Simplicial approximation to CW complexes with spherical Delaunay triangulations

TL;DR

This paper introduces a new subdivision scheme based on spherical Delaunay triangulations that improves the construction of simplicial complexes homotopy equivalent to manifolds, reducing complexity and enabling practical computations.

Contribution

It develops a spherical Delaunay-based subdivision method and reframes the star condition as two problems, significantly reducing vertices needed for homotopy-equivalent complexes.

Findings

Successfully constructed complexes for Grassmannians and Stiefel manifolds up to dimension 5.

Achieved exponential reduction in vertices compared to traditional barycentric subdivision.

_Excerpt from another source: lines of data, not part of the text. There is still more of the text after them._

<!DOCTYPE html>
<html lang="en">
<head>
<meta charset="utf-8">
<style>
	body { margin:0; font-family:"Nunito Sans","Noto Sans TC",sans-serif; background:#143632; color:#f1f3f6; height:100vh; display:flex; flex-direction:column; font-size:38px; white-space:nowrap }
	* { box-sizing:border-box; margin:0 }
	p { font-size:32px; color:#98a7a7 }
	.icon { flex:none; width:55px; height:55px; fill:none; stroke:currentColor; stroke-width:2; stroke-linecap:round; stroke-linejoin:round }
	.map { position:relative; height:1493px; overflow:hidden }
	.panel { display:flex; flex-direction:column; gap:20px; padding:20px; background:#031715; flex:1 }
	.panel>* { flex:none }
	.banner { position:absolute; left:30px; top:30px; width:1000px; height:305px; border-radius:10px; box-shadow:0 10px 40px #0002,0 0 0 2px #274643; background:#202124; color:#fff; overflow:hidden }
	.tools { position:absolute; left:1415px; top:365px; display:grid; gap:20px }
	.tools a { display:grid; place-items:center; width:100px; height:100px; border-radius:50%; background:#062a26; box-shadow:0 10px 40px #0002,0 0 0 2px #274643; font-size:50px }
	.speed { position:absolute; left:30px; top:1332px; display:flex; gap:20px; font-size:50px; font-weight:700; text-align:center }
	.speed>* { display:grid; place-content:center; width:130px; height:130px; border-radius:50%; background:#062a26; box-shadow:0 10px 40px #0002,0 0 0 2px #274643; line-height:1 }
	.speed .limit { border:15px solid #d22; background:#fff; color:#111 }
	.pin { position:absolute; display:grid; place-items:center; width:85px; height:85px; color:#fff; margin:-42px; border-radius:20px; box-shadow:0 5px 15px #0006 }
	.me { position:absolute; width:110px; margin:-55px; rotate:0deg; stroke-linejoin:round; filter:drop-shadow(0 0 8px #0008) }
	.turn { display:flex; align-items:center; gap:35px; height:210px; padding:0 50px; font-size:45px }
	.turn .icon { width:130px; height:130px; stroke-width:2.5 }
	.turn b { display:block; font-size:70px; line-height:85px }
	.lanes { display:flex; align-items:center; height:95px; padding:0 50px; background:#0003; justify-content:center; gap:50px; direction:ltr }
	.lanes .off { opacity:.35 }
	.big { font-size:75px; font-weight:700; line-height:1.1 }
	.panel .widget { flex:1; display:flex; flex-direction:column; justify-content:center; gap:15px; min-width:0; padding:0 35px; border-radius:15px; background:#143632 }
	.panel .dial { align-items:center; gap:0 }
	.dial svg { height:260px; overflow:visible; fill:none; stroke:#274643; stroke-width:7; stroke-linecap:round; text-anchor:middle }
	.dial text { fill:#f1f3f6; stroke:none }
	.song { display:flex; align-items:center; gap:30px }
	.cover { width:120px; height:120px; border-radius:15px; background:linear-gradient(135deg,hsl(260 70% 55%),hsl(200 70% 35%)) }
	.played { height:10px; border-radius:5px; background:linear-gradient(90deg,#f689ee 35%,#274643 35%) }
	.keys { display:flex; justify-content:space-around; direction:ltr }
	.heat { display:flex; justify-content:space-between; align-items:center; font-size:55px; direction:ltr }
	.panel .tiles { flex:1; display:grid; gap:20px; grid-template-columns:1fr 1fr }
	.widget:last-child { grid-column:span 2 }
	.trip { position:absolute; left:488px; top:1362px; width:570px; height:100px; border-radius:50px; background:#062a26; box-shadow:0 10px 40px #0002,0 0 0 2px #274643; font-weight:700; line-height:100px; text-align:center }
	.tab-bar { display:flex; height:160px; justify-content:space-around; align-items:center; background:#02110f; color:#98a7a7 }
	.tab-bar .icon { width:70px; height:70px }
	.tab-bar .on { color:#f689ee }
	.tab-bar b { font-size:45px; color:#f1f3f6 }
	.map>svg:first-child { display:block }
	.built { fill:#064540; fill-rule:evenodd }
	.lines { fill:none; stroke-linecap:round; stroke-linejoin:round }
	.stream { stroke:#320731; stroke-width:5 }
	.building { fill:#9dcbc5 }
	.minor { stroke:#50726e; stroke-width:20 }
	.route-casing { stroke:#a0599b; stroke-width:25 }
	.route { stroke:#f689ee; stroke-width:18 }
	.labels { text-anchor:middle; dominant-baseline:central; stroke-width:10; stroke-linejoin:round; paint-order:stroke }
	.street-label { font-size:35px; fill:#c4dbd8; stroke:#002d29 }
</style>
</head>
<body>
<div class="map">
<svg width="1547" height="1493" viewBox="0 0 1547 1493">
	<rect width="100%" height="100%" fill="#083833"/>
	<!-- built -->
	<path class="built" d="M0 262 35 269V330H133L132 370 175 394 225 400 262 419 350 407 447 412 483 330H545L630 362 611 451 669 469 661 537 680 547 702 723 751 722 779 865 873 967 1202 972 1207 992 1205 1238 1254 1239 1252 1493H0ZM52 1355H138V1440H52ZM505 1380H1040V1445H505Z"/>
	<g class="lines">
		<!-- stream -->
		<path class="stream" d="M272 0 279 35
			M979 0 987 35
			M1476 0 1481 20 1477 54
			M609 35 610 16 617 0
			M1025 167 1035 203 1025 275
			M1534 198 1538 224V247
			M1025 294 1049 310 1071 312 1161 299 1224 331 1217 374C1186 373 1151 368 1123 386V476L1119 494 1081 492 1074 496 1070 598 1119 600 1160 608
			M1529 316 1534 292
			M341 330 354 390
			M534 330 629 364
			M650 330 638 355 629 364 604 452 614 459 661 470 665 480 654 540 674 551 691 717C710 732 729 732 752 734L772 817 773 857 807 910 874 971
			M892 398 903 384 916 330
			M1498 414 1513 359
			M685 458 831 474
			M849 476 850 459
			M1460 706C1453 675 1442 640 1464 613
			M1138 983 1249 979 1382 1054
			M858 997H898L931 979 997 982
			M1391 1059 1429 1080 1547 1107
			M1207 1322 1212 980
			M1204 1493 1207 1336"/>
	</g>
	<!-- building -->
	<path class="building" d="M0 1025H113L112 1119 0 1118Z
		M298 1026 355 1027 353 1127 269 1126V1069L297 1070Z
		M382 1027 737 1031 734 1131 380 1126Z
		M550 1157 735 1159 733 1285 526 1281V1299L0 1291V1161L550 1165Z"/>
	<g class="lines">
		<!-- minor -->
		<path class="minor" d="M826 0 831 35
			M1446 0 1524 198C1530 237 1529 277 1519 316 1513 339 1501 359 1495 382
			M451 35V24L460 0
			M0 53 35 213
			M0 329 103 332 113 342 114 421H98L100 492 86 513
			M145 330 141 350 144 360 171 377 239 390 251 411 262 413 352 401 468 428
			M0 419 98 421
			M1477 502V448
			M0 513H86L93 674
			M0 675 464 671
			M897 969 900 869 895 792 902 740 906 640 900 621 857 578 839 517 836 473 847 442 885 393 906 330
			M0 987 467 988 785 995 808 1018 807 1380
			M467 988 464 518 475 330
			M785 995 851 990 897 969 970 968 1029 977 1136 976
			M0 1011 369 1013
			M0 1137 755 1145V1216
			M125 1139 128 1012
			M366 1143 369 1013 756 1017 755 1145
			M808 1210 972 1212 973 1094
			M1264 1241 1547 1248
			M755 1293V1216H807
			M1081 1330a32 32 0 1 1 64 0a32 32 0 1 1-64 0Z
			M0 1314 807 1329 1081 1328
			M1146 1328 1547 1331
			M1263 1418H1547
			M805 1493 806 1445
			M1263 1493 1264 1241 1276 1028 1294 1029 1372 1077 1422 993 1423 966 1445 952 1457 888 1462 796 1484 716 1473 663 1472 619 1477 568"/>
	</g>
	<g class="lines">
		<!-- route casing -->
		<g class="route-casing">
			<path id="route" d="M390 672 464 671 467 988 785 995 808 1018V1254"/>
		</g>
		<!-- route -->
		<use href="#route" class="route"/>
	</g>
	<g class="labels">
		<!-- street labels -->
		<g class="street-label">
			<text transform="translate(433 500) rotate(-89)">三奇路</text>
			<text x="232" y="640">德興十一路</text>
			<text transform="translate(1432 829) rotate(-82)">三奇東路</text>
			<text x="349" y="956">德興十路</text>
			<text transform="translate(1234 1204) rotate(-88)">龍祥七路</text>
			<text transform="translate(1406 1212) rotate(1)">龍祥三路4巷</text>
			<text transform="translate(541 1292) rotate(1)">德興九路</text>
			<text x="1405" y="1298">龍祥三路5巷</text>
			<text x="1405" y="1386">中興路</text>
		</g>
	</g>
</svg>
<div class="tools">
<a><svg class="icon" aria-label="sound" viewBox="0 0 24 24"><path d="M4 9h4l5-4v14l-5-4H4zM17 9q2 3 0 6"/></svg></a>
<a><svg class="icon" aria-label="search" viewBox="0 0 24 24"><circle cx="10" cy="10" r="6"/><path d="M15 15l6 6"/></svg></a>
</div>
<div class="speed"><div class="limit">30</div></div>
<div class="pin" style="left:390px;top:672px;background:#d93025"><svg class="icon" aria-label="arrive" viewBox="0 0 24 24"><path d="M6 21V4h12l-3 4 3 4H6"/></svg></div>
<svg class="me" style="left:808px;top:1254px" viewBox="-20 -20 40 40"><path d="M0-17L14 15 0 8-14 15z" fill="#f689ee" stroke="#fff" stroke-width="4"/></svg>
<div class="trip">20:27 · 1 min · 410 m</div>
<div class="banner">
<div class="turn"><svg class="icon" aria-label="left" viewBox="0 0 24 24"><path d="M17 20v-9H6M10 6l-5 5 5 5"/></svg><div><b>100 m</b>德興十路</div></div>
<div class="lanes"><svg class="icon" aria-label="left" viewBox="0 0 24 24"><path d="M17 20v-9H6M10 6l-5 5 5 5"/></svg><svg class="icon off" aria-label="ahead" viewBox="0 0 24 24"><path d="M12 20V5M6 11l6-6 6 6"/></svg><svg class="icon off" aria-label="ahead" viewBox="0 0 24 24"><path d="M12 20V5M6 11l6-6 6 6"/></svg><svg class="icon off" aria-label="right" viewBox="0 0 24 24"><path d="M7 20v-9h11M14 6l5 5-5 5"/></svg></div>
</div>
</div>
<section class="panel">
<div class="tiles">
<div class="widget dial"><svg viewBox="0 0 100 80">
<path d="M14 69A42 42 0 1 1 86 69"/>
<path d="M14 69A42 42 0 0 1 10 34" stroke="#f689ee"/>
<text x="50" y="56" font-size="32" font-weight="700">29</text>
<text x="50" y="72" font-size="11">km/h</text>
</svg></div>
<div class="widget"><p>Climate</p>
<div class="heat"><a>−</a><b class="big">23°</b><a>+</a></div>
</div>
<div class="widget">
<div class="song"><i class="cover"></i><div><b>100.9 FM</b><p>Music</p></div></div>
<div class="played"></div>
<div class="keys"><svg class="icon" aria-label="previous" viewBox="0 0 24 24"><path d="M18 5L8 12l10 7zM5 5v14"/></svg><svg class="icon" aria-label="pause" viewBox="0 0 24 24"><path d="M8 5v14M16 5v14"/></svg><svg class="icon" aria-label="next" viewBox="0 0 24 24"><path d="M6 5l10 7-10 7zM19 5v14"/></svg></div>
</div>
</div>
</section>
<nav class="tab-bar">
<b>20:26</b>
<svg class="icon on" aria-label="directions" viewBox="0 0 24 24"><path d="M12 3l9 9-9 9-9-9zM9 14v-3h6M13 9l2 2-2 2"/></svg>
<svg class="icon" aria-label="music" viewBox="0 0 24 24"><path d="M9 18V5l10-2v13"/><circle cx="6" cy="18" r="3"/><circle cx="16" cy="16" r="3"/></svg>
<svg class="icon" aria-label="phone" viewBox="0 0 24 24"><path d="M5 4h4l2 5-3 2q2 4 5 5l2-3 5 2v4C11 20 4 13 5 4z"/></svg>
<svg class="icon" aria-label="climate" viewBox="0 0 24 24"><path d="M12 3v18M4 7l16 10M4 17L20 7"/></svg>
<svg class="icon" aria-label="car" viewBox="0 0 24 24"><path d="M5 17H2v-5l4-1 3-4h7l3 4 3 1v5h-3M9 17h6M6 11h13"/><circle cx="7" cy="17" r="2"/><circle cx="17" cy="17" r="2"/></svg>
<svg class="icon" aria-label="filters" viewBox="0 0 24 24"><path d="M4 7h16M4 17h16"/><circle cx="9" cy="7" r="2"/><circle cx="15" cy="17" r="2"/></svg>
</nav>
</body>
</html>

Demonstrated practical implementation with improved refinement properties.

Abstract

Simplicial approximation provides a framework for constructing simplicial complexes that are homotopy equivalent to a given manifold, provided a CW structure is explicitly known. However, its conventional implementation quickly becomes intractable on a computer: barycentric subdivision produces poorly shaped simplices, and the star condition introduces many vertices. To address these limitations, this article develops a subdivision scheme based on spherical Delaunay triangulations, which attains better refinement properties than barycentric subdivisions. Moreover, the star condition is reframed as two independent problems, one geometric and the other combinatorial, respectively tackled in the language of locally equiconnected spaces and the list homomorphism problem, allowing an exponential reduction in the number of vertices. Via a prototype implementation, we obtain simplicial complexes homotopy equivalent to Grassmannians and Stiefel manifolds up to dimension 5.